What is required — Return the lines below that carry the word "image".

Input for this task —
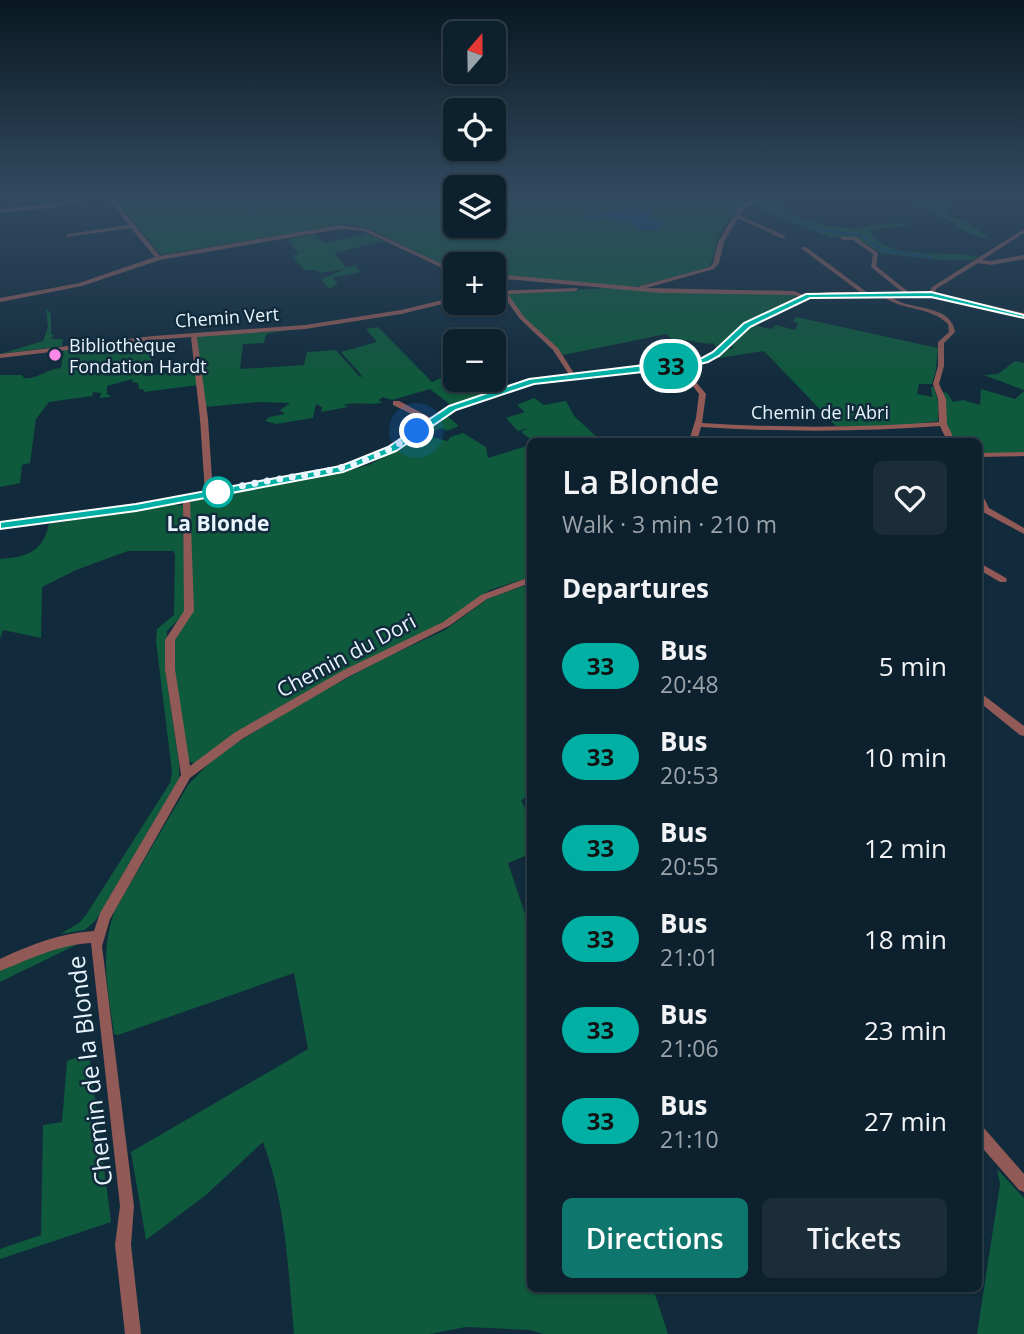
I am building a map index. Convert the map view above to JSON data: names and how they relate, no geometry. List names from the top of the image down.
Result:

--

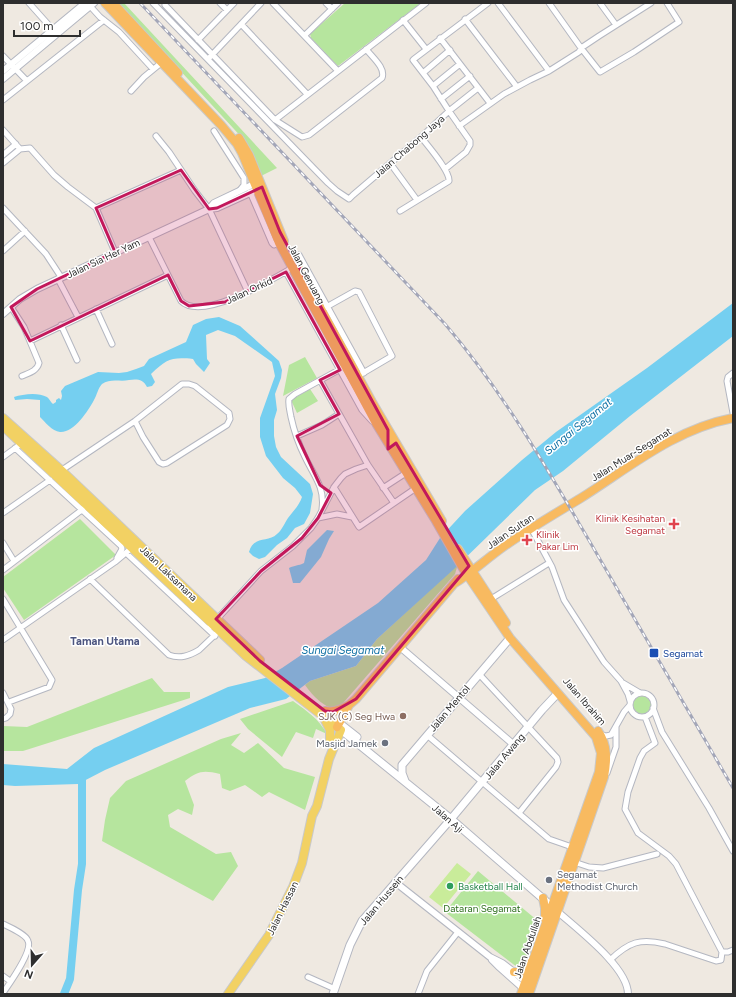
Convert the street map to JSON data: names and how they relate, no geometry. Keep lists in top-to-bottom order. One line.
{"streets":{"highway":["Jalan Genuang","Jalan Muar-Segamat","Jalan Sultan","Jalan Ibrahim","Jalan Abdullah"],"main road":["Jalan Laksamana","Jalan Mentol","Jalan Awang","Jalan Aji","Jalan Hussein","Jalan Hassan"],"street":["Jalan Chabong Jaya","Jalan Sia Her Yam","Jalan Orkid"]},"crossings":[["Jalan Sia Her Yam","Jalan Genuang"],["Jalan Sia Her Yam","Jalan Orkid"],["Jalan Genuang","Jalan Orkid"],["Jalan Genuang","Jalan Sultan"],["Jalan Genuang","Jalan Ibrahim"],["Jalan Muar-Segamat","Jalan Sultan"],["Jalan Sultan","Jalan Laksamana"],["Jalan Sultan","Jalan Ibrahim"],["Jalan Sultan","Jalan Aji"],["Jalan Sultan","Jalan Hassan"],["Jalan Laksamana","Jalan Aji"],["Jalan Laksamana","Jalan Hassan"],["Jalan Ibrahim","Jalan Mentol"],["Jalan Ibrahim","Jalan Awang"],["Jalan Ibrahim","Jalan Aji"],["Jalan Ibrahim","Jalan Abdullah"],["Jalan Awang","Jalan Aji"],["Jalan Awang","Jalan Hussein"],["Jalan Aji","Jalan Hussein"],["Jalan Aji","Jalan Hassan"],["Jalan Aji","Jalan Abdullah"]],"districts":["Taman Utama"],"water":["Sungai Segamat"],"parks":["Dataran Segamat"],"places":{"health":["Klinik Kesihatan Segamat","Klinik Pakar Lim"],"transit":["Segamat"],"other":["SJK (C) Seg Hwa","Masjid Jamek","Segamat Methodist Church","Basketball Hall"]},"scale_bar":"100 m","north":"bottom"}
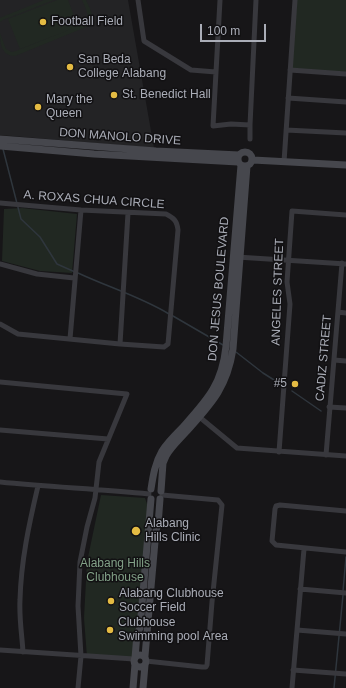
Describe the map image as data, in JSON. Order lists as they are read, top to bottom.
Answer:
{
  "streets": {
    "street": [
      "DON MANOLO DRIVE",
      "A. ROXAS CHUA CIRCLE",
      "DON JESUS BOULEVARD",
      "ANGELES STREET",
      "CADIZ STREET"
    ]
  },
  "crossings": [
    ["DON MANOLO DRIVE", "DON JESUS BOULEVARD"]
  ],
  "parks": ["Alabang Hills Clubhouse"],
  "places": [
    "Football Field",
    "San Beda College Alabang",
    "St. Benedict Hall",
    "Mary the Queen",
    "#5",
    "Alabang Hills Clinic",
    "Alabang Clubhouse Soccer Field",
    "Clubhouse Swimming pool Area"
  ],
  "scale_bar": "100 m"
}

Worked solution —
I am building a map index. Convert the map view above to JSON data: names and how they relate, no geometry. List names from the top of the image down.
Describe the map image as data, in JSON. Order lists as they are read, top to bottom.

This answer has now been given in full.